**TASK DIRECTIONS**
Return, exactly as written, every line from the first line of the data below through the line that contains "Annotate this screen: name".

**INPUT DATA**
>>

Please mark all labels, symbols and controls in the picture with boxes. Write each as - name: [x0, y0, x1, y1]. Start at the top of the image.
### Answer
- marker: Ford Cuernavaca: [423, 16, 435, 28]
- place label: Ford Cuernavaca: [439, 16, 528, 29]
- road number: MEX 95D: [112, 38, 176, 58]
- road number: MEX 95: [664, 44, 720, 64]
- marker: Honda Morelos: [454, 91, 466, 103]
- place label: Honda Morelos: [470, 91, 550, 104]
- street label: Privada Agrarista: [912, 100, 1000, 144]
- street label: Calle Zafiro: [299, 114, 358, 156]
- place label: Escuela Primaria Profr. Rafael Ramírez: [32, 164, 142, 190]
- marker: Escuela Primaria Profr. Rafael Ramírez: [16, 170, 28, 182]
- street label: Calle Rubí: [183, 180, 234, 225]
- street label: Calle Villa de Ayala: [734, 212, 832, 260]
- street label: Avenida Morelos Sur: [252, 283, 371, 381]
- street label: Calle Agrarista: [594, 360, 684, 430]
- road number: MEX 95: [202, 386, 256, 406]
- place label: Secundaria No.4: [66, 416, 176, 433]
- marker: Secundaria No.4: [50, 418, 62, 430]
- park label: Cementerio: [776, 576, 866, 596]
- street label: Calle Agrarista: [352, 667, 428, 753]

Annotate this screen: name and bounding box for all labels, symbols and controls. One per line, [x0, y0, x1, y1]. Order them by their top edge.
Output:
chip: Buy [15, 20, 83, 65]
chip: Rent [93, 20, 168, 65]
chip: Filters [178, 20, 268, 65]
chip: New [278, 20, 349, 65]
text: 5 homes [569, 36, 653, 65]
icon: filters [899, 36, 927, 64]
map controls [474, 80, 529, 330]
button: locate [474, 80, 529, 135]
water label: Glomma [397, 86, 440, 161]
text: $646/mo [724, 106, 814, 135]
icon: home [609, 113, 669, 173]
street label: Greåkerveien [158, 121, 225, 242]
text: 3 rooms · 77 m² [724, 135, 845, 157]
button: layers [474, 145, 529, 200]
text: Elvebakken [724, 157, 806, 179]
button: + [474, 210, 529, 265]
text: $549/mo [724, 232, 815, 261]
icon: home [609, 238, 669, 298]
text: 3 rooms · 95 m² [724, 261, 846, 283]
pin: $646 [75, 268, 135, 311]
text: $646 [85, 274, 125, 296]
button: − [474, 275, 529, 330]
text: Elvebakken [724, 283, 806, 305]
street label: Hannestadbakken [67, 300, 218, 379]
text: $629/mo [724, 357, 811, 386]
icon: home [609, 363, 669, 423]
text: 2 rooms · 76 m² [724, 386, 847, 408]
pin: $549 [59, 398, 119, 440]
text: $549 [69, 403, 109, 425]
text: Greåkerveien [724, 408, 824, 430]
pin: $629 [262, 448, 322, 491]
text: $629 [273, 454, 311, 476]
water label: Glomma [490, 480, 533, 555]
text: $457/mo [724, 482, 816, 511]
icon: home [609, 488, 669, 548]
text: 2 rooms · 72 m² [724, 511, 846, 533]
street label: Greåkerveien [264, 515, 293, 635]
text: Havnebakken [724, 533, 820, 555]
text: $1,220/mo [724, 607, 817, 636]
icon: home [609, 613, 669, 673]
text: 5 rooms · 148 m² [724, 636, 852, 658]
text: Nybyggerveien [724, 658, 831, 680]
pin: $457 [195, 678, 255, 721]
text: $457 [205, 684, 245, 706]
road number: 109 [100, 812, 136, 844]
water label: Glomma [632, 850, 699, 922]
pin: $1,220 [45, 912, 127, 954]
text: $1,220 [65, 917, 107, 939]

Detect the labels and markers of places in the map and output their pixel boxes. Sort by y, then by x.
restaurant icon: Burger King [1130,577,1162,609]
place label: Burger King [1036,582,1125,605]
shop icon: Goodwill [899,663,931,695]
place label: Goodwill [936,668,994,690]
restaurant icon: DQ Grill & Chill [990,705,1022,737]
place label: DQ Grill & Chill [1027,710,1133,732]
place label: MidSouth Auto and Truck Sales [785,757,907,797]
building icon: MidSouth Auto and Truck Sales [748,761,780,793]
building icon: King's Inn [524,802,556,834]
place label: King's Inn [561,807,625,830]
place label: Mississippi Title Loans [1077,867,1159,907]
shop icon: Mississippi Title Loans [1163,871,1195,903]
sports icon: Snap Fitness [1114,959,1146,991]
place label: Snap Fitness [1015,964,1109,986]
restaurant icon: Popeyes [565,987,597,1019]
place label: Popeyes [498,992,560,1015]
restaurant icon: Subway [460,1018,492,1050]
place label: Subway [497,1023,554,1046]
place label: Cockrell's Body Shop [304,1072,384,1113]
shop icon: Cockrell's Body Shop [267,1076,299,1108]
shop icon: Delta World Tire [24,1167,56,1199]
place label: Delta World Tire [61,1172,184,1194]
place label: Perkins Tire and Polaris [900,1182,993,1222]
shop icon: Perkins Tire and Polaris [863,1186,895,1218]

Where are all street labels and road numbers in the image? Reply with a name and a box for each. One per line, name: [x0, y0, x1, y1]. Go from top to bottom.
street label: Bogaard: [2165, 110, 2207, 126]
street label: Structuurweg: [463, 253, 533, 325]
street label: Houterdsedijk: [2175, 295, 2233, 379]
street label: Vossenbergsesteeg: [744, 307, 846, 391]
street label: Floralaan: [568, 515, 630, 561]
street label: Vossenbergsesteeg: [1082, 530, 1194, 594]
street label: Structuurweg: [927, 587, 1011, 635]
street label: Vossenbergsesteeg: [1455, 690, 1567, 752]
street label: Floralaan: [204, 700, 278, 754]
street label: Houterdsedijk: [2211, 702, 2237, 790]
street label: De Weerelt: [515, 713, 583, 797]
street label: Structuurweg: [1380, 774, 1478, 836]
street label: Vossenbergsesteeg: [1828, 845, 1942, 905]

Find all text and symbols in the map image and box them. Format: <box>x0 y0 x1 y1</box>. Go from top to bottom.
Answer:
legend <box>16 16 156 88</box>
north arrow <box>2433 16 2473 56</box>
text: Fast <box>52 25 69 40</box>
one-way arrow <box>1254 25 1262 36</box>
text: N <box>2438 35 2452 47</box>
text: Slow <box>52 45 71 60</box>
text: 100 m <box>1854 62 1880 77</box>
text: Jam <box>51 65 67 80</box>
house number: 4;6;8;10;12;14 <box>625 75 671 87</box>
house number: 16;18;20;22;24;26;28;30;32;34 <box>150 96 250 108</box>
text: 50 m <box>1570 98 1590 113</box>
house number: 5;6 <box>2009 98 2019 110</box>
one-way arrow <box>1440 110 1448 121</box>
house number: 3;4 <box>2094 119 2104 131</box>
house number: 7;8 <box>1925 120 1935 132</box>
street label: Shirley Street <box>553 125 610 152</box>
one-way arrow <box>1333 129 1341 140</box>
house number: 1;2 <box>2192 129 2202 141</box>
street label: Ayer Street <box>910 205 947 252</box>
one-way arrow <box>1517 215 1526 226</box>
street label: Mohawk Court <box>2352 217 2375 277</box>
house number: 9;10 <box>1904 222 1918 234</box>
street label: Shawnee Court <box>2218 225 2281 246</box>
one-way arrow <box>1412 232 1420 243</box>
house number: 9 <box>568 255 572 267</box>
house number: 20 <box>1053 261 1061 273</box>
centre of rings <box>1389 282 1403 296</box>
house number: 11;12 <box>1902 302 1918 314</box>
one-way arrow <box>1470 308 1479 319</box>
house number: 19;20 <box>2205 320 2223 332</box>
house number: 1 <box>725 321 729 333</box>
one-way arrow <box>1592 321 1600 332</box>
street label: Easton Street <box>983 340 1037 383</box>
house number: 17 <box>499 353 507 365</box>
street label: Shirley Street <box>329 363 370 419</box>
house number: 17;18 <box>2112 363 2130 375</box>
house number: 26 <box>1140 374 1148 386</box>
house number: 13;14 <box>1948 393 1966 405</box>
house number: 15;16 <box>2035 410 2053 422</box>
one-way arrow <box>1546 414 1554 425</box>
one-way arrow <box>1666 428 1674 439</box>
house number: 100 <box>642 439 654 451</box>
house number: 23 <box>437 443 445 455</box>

<<

**EXERCISE SOLUTION**
Please mark all labels, symbols and controls in the picture with boxes. Write each as - name: [x0, y0, x1, y1]. Start at the top of the image.
### Answer
- marker: Ford Cuernavaca: [423, 16, 435, 28]
- place label: Ford Cuernavaca: [439, 16, 528, 29]
- road number: MEX 95D: [112, 38, 176, 58]
- road number: MEX 95: [664, 44, 720, 64]
- marker: Honda Morelos: [454, 91, 466, 103]
- place label: Honda Morelos: [470, 91, 550, 104]
- street label: Privada Agrarista: [912, 100, 1000, 144]
- street label: Calle Zafiro: [299, 114, 358, 156]
- place label: Escuela Primaria Profr. Rafael Ramírez: [32, 164, 142, 190]
- marker: Escuela Primaria Profr. Rafael Ramírez: [16, 170, 28, 182]
- street label: Calle Rubí: [183, 180, 234, 225]
- street label: Calle Villa de Ayala: [734, 212, 832, 260]
- street label: Avenida Morelos Sur: [252, 283, 371, 381]
- street label: Calle Agrarista: [594, 360, 684, 430]
- road number: MEX 95: [202, 386, 256, 406]
- place label: Secundaria No.4: [66, 416, 176, 433]
- marker: Secundaria No.4: [50, 418, 62, 430]
- park label: Cementerio: [776, 576, 866, 596]
- street label: Calle Agrarista: [352, 667, 428, 753]

Annotate this screen: name and bounding box for all labels, symbols and controls. One per line, [x0, y0, x1, y1]. Order them by their top edge.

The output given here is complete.